Suzanne M. Hall, "The Migrant's Paradox: Street Livelihoods and Marginal Citizenship in Britain" (U Minnesota Press, 2021)

Summary

In this richly observed account of migrant shopkeepers in five cities in the United Kingdom, Suzanne Hall examines the brutal contradictions of sovereignty and capitalism in the formation of street livelihoods in the urban margins. Hall locates The Migrant's Paradox: Street Livelihoods and Marginal Citizenship in Britain (University of Minnesota Press, 2021) on streets in the far-flung parts of de-industrialized peripheries, where jobs are hard to come by and the impacts of historic state underinvestment are deeply felt.

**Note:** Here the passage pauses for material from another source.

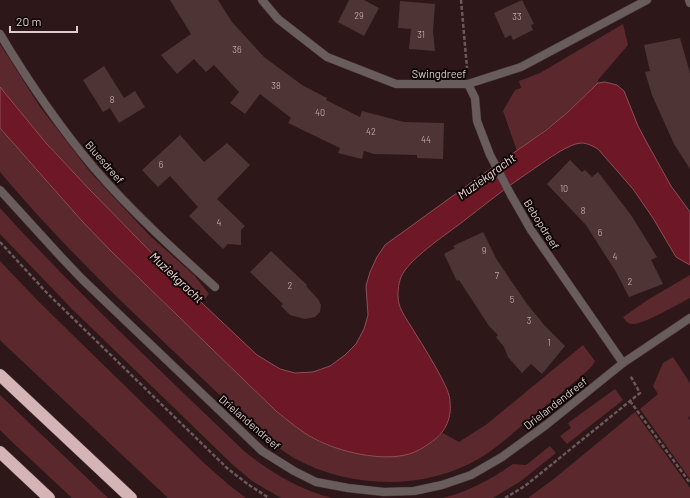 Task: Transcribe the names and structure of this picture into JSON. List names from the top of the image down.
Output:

Drawing on hundreds of in-person interviews on streets in Birmingham, Bristol, Leicester, London, and Manchester, Hall brings together histories of colonization with current forms of coloniality. Her six-year project spans the combined impacts of the 2008 financial crisis, austerity governance, punitive immigration laws and the Brexit Referendum, and processes of state-sanctioned regeneration. She incorporates the spaces of shops, conference halls, and planning offices to capture how official border talk overlaps with everyday formations of work and belonging on the street.

Original and ambitious, Hall’s work complicates understandings of migrants, demonstrating how migrant journeys and claims to space illuminate the relations between global displacement and urban emplacement. In articulating “a citizenship of the edge” as an adaptive and audacious mode of belonging, she shows how sovereignty and inequality are maintained and refuted.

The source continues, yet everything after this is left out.